WORK INSTRUCTION:
Write out the records below exactly as they appear, skipping each picture.

[Collected data]
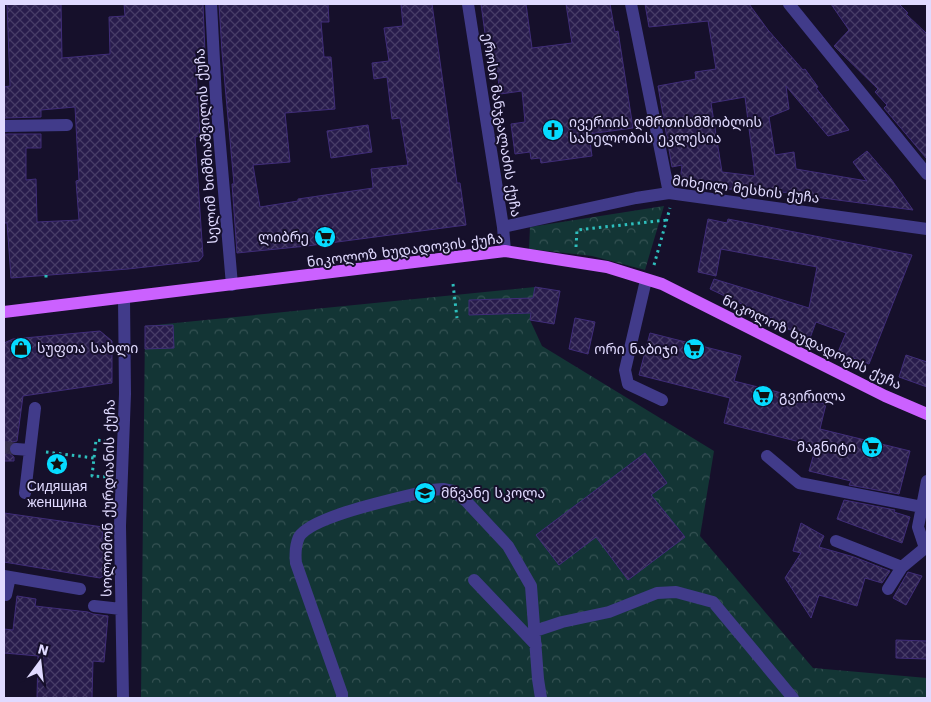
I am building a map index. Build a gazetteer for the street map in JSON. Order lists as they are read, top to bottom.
{
  "streets": {
    "main road": ["ნიკოლოზ ხუდადოვის ქუჩა"],
    "street": [
      "ეროსი მანჯგალაძის ქუჩა",
      "სელიმ ხიმშიაშვილის ქუჩა",
      "მიხეილ მესხის ქუჩა",
      "სოლომონ ქურდიანის ქუჩა"
    ]
  },
  "crossings": [
    ["ეროსი მანჯგალაძის ქუჩა", "მიხეილ მესხის ქუჩა"],
    ["ეროსი მანჯგალაძის ქუჩა", "ნიკოლოზ ხუდადოვის ქუჩა"],
    ["სელიმ ხიმშიაშვილის ქუჩა", "ნიკოლოზ ხუდადოვის ქუჩა"],
    ["ნიკოლოზ ხუდადოვის ქუჩა", "სოლომონ ქურდიანის ქუჩა"]
  ],
  "places": {
    "church": ["ივერიის ღმრთისმშობლის სახელობის ეკლესია"],
    "supermarket": [
      "ლიბრე",
      "ორი ნაბიჯი",
      "გვირილა",
      "მაგნიტი"
    ],
    "shop": ["სუფთა სახლი"],
    "place": ["Сидящая женщина"],
    "school or university": ["მწვანე სკოლა"]
  },
  "north": "top"
}
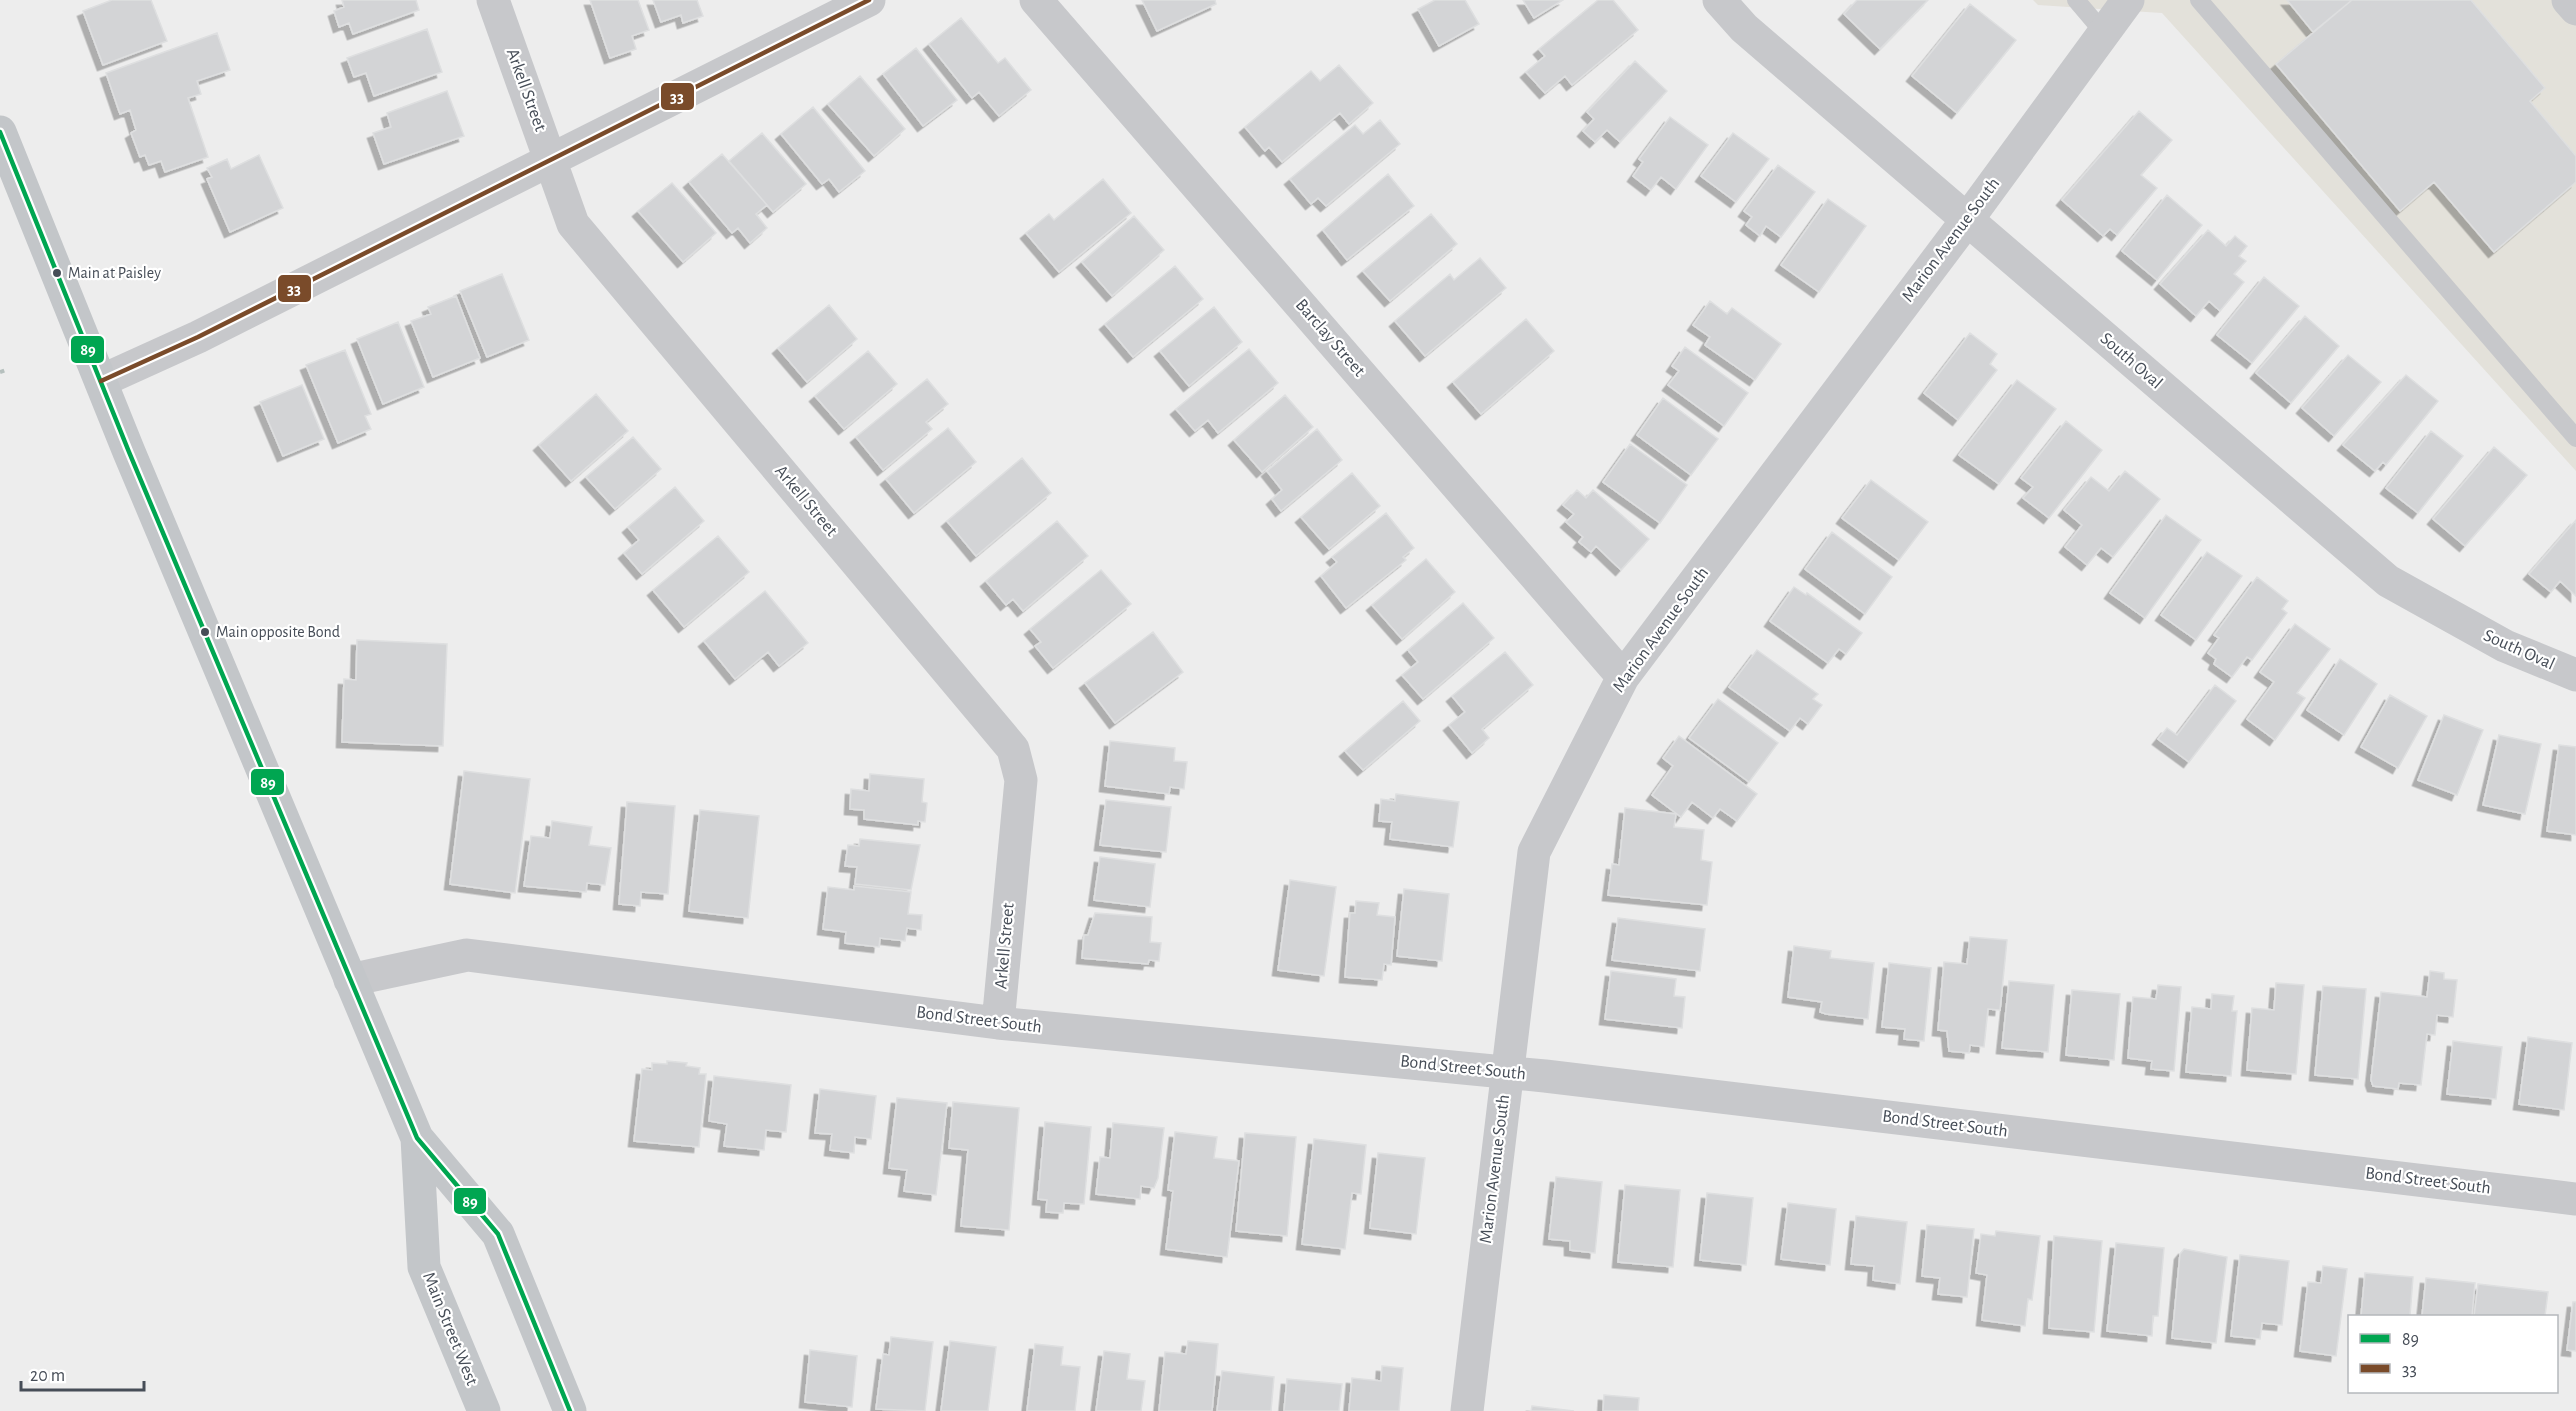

FINISHED TASK:
I am building a map index. Build a gazetteer for the street map in JSON. Order lists as they are read, top to bottom.
{
  "streets": {
    "main road": ["ნიკოლოზ ხუდადოვის ქუჩა"],
    "street": [
      "ეროსი მანჯგალაძის ქუჩა",
      "სელიმ ხიმშიაშვილის ქუჩა",
      "მიხეილ მესხის ქუჩა",
      "სოლომონ ქურდიანის ქუჩა"
    ]
  },
  "crossings": [
    ["ეროსი მანჯგალაძის ქუჩა", "მიხეილ მესხის ქუჩა"],
    ["ეროსი მანჯგალაძის ქუჩა", "ნიკოლოზ ხუდადოვის ქუჩა"],
    ["სელიმ ხიმშიაშვილის ქუჩა", "ნიკოლოზ ხუდადოვის ქუჩა"],
    ["ნიკოლოზ ხუდადოვის ქუჩა", "სოლომონ ქურდიანის ქუჩა"]
  ],
  "places": {
    "church": ["ივერიის ღმრთისმშობლის სახელობის ეკლესია"],
    "supermarket": [
      "ლიბრე",
      "ორი ნაბიჯი",
      "გვირილა",
      "მაგნიტი"
    ],
    "shop": ["სუფთა სახლი"],
    "place": ["Сидящая женщина"],
    "school or university": ["მწვანე სკოლა"]
  },
  "north": "top"
}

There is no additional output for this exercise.